Weill Medical College of Cornell University
Bicarbonate-activated adenylyl cyclase and aging.
Caloric restriction extends life-span in a wide variety of eukaryotic organisms from yeast to mammals.
Cellular responses to nutritional availability are mediated by the cAMP signaling pathway in bacteria,
cyanobacteria, and unicellular eukaryotes, and Dr. Guarente and co-workers demonstrated the
glucose-activated cAMP-dependent protein kinase (PKA) pathway is directly linked to aging in
Together with Dr. Lonny Levin, our laboratory recently revealed the existence of a novel cAMP
signaling cascade in mammals. In addition to the more widely studied source of cAMP, the
hormonally-responsive, G protein-regulated, transmembrane adenylyl cyclases (tmACs), we identified
a second cascade defined by an intracellular form of adenylyl cyclase, the soluble adenylyl cyclase
(sAC). sAC seems to be ubiquitously expressed and is targeted to distinct subcellular locations within
cells; i.e., nucleus, cytoskeleton, and mitochondria. sAC is not subject to regulation via G proteins, and
its catalytic regions are more similar to cyanobacterial adenylyl cyclase (AC) catalytic domains than to
other eukaryotic cyclases.
We recently demonstrated that, among mammalian cyclases, sAC is uniquely regulated by bicarbonate
ions. Bicarbonate regulation of cyclase activity is conserved in cyanobacterial ACs suggesting an
evolutionary conserved signaling pathway which senses bicarbonate. Intracellular carbonic anhydrases
are present in all living organisms and instantaneously equilibrate cellular carbon dioxide and
bicarbonate levels. Because energy metabolism (i.e., utilization of glucose and/or fatty acids to generate
ATP) produces carbon dioxide, bicarbonate regulation of sAC and cAMP levels could provide an
intrinsic mechanism for sensing the metabolic state of cells. While cellular responses to nutrient
availability have long been known to be under hormonal control (i.e., glucagon) via modulation of
tmACs and cAMP, we now propose that the cell also utilizes a signaling pathway originating from
sAC-generated cAMP to intrinsically monitor its nutritional state.

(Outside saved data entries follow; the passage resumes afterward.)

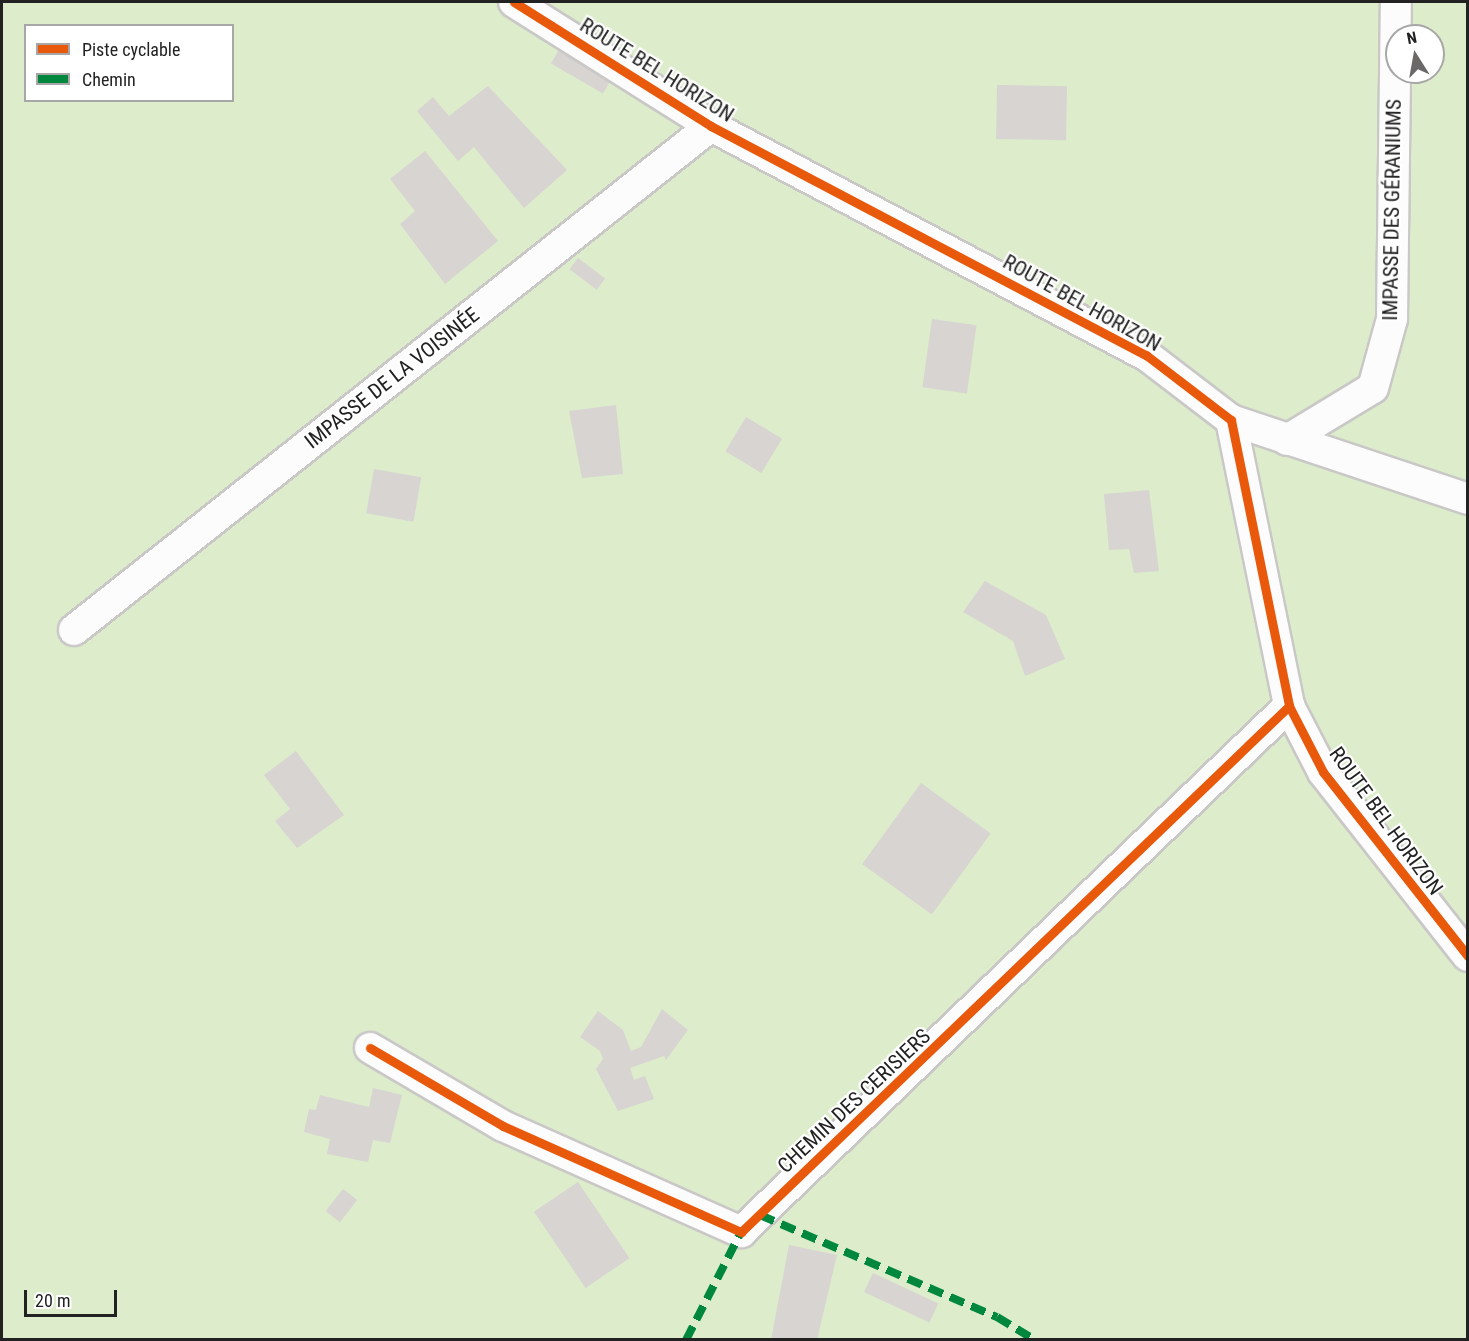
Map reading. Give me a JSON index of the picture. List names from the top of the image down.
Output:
{
  "streets": {
    "street": [
      "ROUTE BEL HORIZON",
      "IMPASSE DES GÉRANIUMS",
      "IMPASSE DE LA VOISINÉE",
      "CHEMIN DES CERISIERS"
    ]
  },
  "crossings": [
    ["ROUTE BEL HORIZON", "IMPASSE DE LA VOISINÉE"],
    ["ROUTE BEL HORIZON", "CHEMIN DES CERISIERS"]
  ],
  "legend": ["Piste cyclable", "Chemin"],
  "scale_bar": "20 m",
  "north": "top"
}
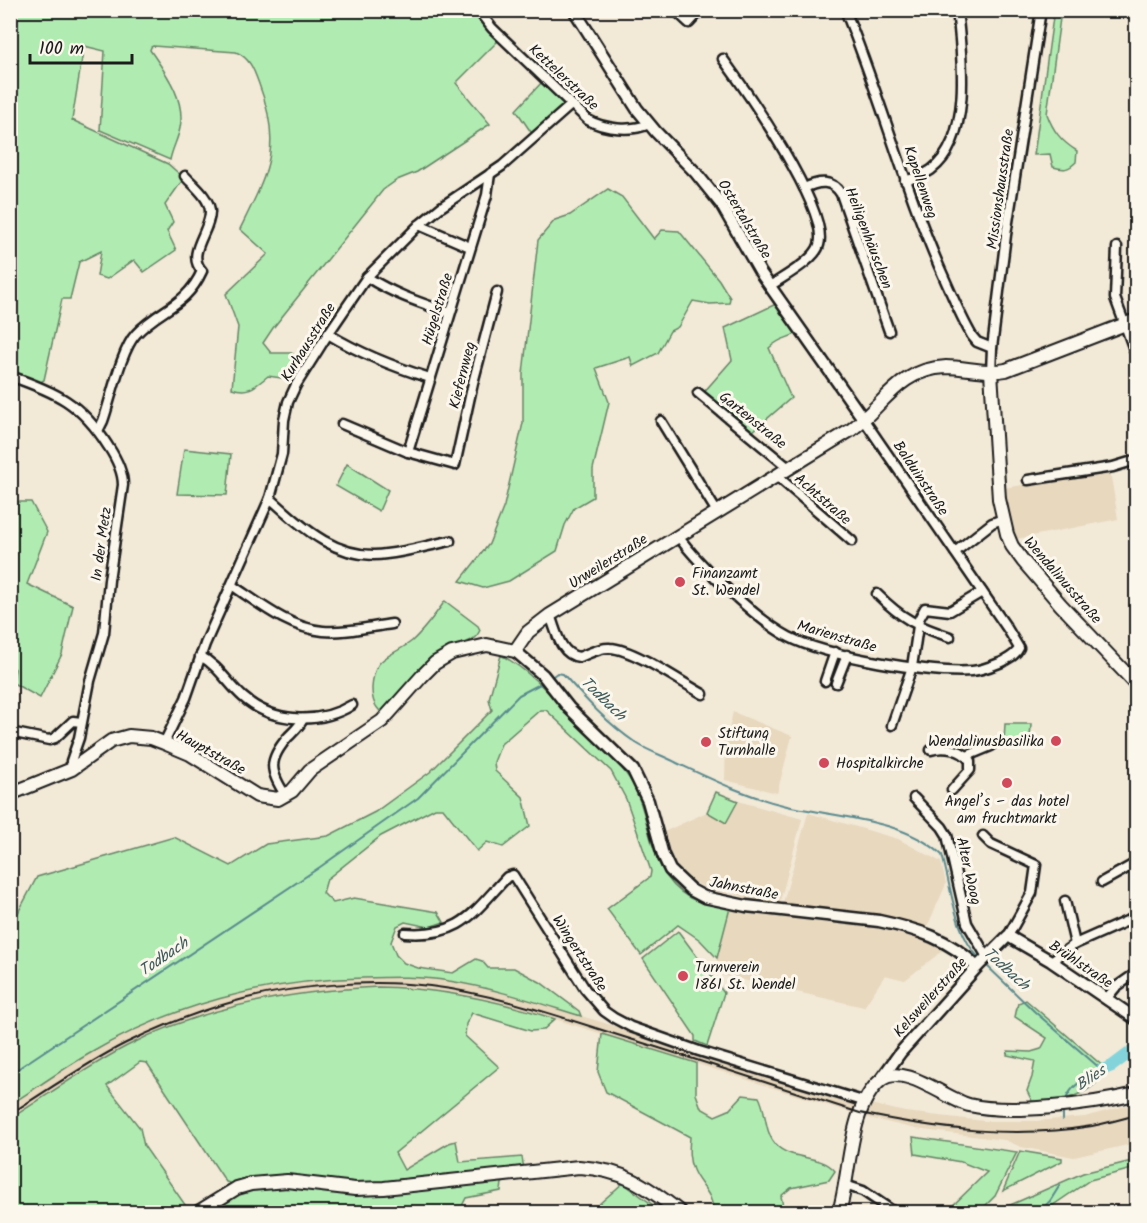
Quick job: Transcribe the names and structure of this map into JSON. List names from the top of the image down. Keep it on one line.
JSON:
{"streets":{"main road":["Urweilerstraße","Wendalinusstraße","Hauptstraße","Kelsweilerstraße"],"street":["Kettelerstraße","Kapellenweg","Missionshausstraße","Ostertalstraße","Heiligenhäuschen","Hügelstraße","Kurhausstraße","Kiefernweg","Gartenstraße","Balduinstraße","Achtstraße","In der Metz","Marienstraße","Alter Woog","Jahnstraße","Wingertstraße","Brühlstraße"]},"crossings":[["Kettelerstraße","Ostertalstraße"],["Kettelerstraße","Kurhausstraße"],["Kapellenweg","Missionshausstraße"],["Missionshausstraße","Urweilerstraße"],["Missionshausstraße","Wendalinusstraße"],["Ostertalstraße","Balduinstraße"],["Ostertalstraße","Urweilerstraße"],["Hügelstraße","Kurhausstraße"],["Hügelstraße","Kiefernweg"],["Kurhausstraße","Hauptstraße"],["Gartenstraße","Urweilerstraße"],["Balduinstraße","Urweilerstraße"],["Balduinstraße","Marienstraße"],["Achtstraße","Urweilerstraße"],["In der Metz","Hauptstraße"],["Urweilerstraße","Wendalinusstraße"],["Urweilerstraße","Marienstraße"],["Urweilerstraße","Jahnstraße"],["Alter Woog","Jahnstraße"],["Alter Woog","Kelsweilerstraße"],["Jahnstraße","Kelsweilerstraße"],["Wingertstraße","Kelsweilerstraße"],["Brühlstraße","Kelsweilerstraße"]],"water":["Todbach","Blies"],"places":["Finanzamt St. Wendel","Wendalinusbasilika","Stiftung Turnhalle","Hospitalkirche","Angel’s – das hotel am fruchtmarkt","Turnverein 1861 St. Wendel"],"scale_bar":"100 m"}
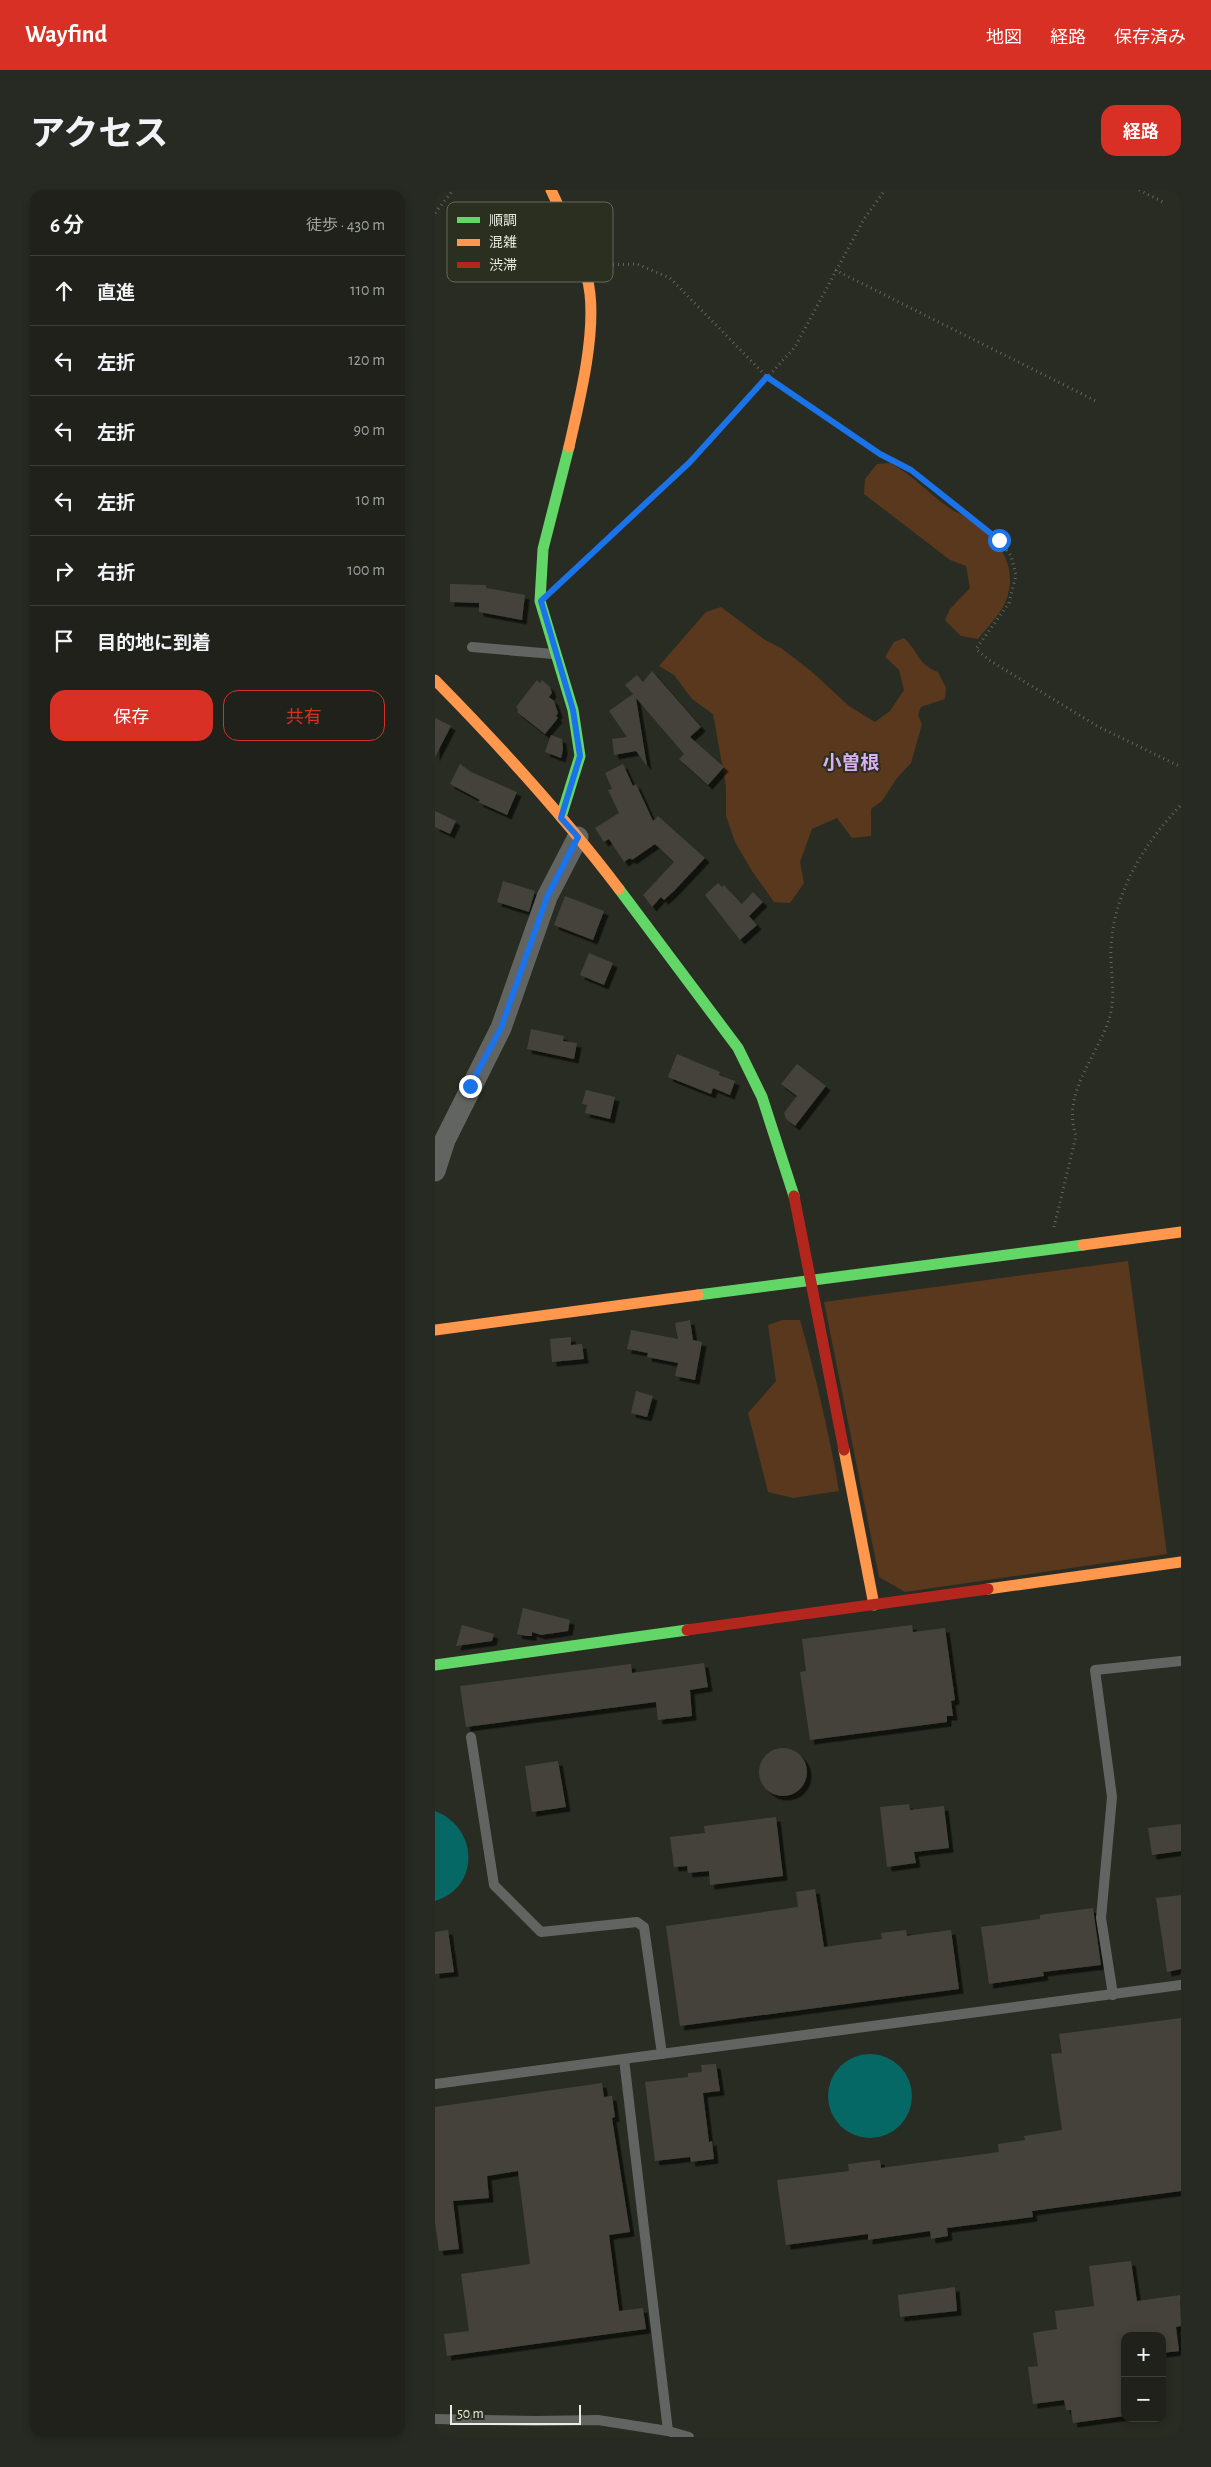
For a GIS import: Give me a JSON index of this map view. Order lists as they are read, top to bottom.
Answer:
{
  "districts": ["小曽根"],
  "legend": ["順調", "混雑", "渋滞"],
  "scale_bar": "50 m",
  "page": {
    "header": "Wayfind",
    "nav": ["地図", "経路", "保存済み"],
    "title": "アクセス",
    "buttons": [
      "経路",
      ["保存", "共有"]
    ],
    "heading": ["6 分", "徒歩 · 430 m"],
    "list": [
      ["直進", "110 m"],
      ["左折", "120 m"],
      ["左折", "90 m"],
      ["左折", "10 m"],
      ["右折", "100 m"],
      "目的地に到着"
    ],
    "map_buttons": ["+", "−"],
    "scale": "50 m"
  }
}
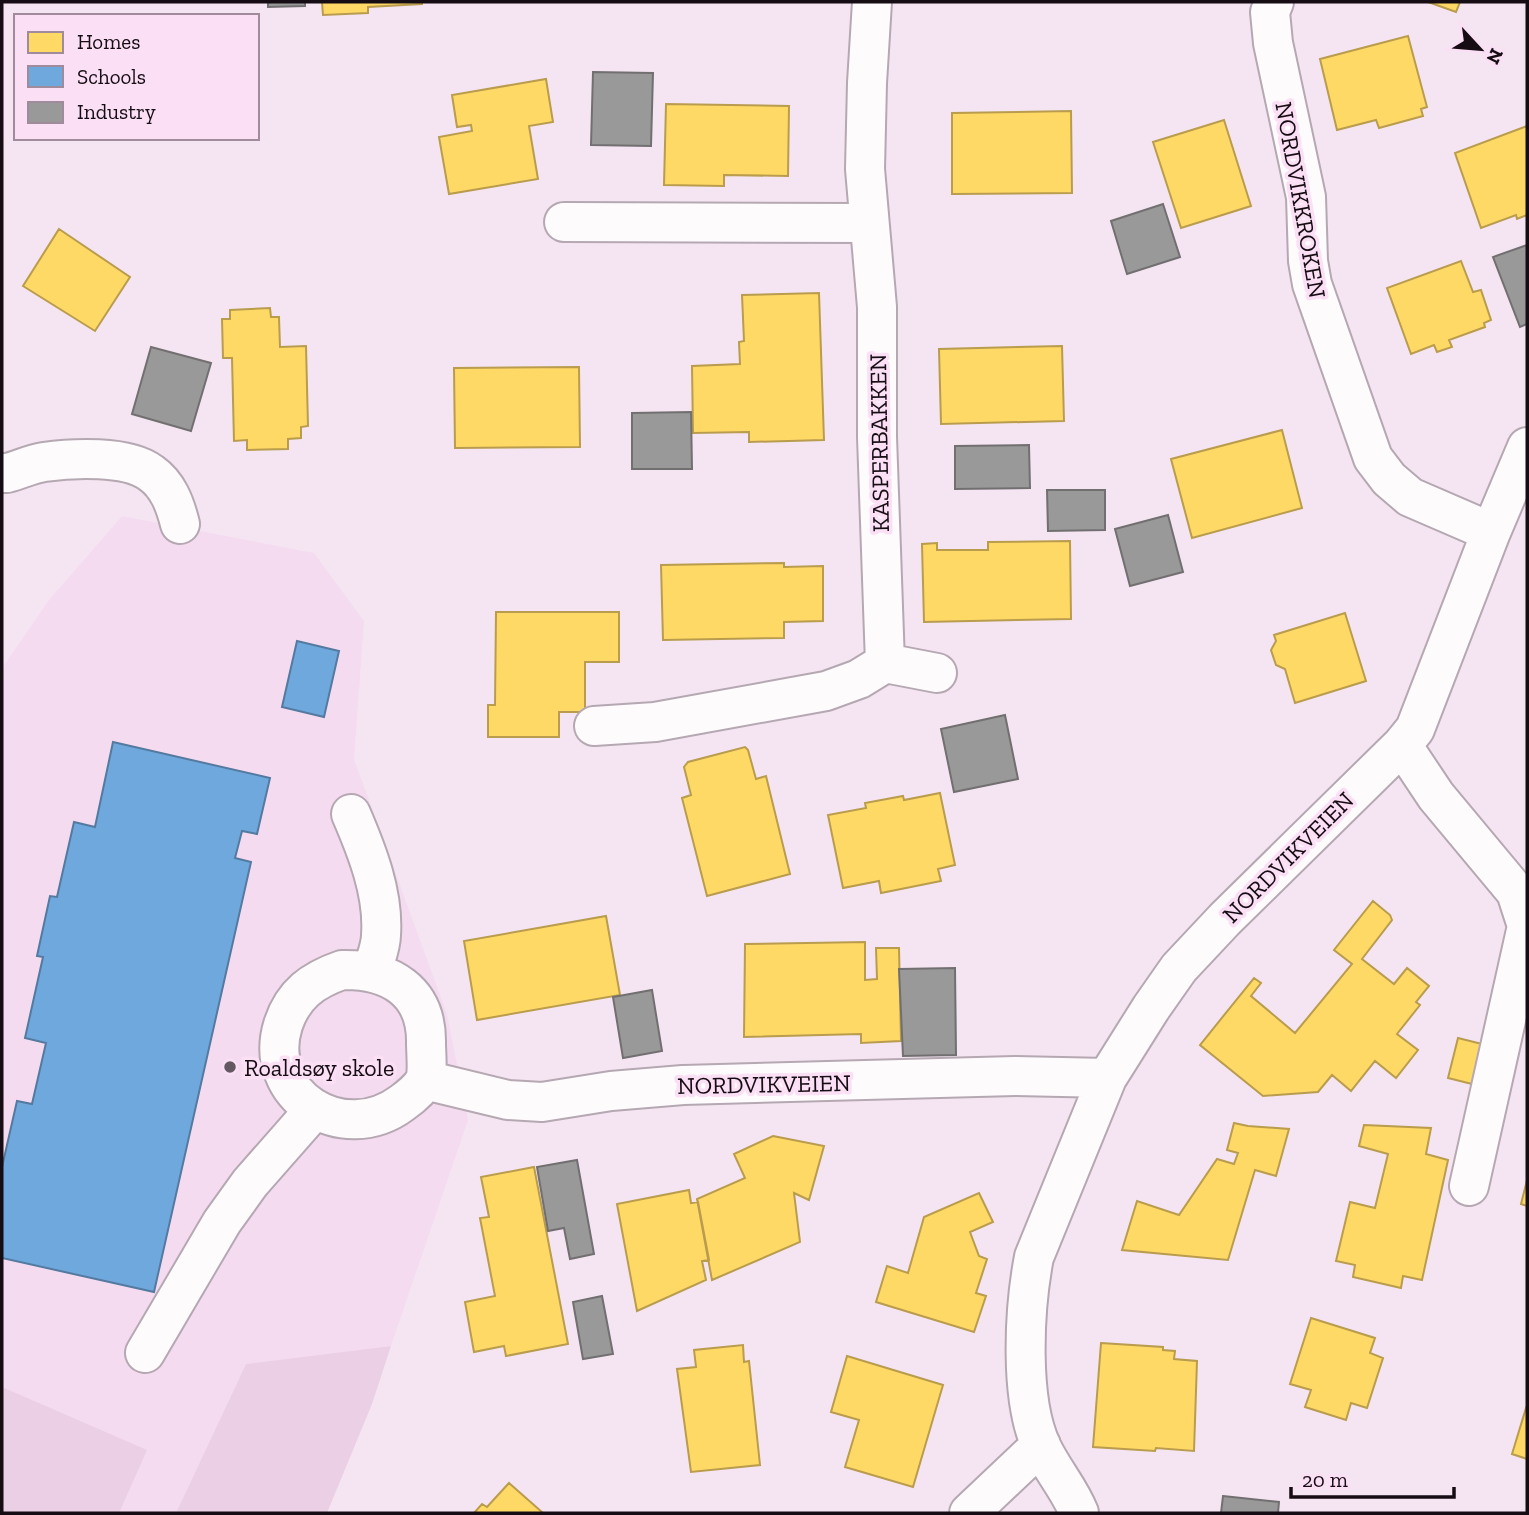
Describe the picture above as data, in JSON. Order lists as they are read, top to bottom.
{
  "streets": {
    "street": ["NORDVIKKROKEN", "KASPERBAKKEN", "NORDVIKVEIEN"]
  },
  "crossings": [
    ["NORDVIKKROKEN", "NORDVIKVEIEN"]
  ],
  "places": ["Roaldsøy skole"],
  "legend": ["Homes", "Schools", "Industry"],
  "scale_bar": "20 m",
  "north": "bottom right"
}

Proposed research: Using a combination of biochemical, cellular and transgenic approaches, we
propose to test the hypothesis that bicarbonate/carbon dioxide-regulated sAC acts as a nutritional
sensor to monitor the metabolic state of mammalian cells, and to examine whether sAC is directly
involved in aging via generation of the second messenger cAMP.